■ Work instructions: The entries that follow need to be returned without any alteration.

====== Records to use

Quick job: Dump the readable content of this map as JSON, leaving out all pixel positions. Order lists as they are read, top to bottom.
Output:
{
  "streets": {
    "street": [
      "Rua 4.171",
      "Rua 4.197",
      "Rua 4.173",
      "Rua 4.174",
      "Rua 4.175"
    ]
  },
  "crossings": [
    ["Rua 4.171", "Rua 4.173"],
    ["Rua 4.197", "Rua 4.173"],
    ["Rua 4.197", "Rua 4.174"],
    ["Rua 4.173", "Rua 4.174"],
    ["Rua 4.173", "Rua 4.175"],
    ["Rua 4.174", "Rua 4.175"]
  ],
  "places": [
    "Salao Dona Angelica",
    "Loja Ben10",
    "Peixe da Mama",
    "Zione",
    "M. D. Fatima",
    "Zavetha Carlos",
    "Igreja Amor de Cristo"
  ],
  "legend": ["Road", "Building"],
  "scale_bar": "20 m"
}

============

■ Task output:
Quick job: Dump the readable content of this map as JSON, leaving out all pixel positions. Order lists as they are read, top to bottom.
Output:
{
  "streets": {
    "street": [
      "Rua 4.171",
      "Rua 4.197",
      "Rua 4.173",
      "Rua 4.174",
      "Rua 4.175"
    ]
  },
  "crossings": [
    ["Rua 4.171", "Rua 4.173"],
    ["Rua 4.197", "Rua 4.173"],
    ["Rua 4.197", "Rua 4.174"],
    ["Rua 4.173", "Rua 4.174"],
    ["Rua 4.173", "Rua 4.175"],
    ["Rua 4.174", "Rua 4.175"]
  ],
  "places": [
    "Salao Dona Angelica",
    "Loja Ben10",
    "Peixe da Mama",
    "Zione",
    "M. D. Fatima",
    "Zavetha Carlos",
    "Igreja Amor de Cristo"
  ],
  "legend": ["Road", "Building"],
  "scale_bar": "20 m"
}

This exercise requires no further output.